Süte olmadık şeyi biz eklemedik mi? Tavuğun, yumurtanın genleriyle oynarken,
çakallara, tilkilere özür borçlandık. Leyleğin getirdiği baharı biz mahvettik;
çünkü karları, bulutları küstürdük. Onlar sadece bizim hayatımıza güzellik
kattılar. Sivrisinek ısırığını tatlı tatlı kaşımak da hayatın bir parçası hâlbuki…
Kurtların
uluması ve karga sesleri bile güzel bülbüle, kanaryaya denk olmasa da. Eşeğin
sıpasının gözleri güzel… Tavusun rengârenk kanatları gibi, hayvanların her biri
diğerinden güzel… Onlar tanrısal bir lütuf ama boynuzlu koyunun boynuzsuz
koyuna soracağı hesap günü de gelecek. Öyleyse bütün hayvanların yakamıza
yapışacağı o gün için bugün bir kez daha onların gözlerine bakmak gerek.

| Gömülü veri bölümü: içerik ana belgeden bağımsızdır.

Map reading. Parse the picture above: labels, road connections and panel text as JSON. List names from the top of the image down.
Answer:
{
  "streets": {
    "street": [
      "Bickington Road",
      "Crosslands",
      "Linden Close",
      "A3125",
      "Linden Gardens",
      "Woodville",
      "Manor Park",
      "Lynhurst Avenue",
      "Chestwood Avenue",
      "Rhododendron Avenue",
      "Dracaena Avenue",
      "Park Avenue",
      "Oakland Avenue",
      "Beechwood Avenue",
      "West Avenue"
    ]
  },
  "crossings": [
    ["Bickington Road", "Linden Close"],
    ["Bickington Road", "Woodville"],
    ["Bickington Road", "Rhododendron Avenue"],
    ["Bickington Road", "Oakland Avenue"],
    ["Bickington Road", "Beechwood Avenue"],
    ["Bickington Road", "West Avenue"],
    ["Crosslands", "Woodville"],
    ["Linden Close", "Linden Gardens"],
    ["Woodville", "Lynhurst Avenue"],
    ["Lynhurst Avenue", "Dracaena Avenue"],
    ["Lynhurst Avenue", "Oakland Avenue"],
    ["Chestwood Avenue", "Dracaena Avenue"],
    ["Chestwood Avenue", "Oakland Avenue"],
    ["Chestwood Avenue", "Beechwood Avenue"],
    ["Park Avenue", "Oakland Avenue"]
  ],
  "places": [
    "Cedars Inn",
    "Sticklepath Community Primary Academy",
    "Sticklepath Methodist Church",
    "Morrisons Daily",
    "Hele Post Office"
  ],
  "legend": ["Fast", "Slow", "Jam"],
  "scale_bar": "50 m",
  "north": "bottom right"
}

Bakalım, o vakit gelince yüzlerine bakacak yüzümüz olacak mı?
Ben
insanlığımdan utanıyorum onların masumiyetinden. Birinin canı yandığında bile “Dur”
diyemediğim için... Âyetlere, şiirlere, aşklara ve hayatın her ânına eşlik eden
hayvanlara bir teşekkür kabilinden olsun bu satırlarım. Kabirlerin ayakucuna
konulan kuş sulukları, ölenlere rahmet sebebi olsun! Kuş evleri, kedi evleri ve
kapı önlerine bırakılan yiyecekler, dikilen meyve ağaçları teşekkürümüz olsun!
Gerçekten
bir deve, bir at, bir eşek, insanı sırtında taşıyor. İnsan bu, herhangi bir yük
değil. Cevahir yük, öyle böyle bir şey değil. Öyleyse insan da taşıyabilmeli
kalbinde sevgisinin yükünü. Bir hayvanın hakkını, hukukunu bilmeli.
Biz,
biraz kuş olduk uçtuktan sonra, biraz balık olduk yüzdükten sonra. Onlar
varlıklarını kime adadıklarının farkındalar. Bize şefkatten bir kıvılcım gerek
bundan böyle…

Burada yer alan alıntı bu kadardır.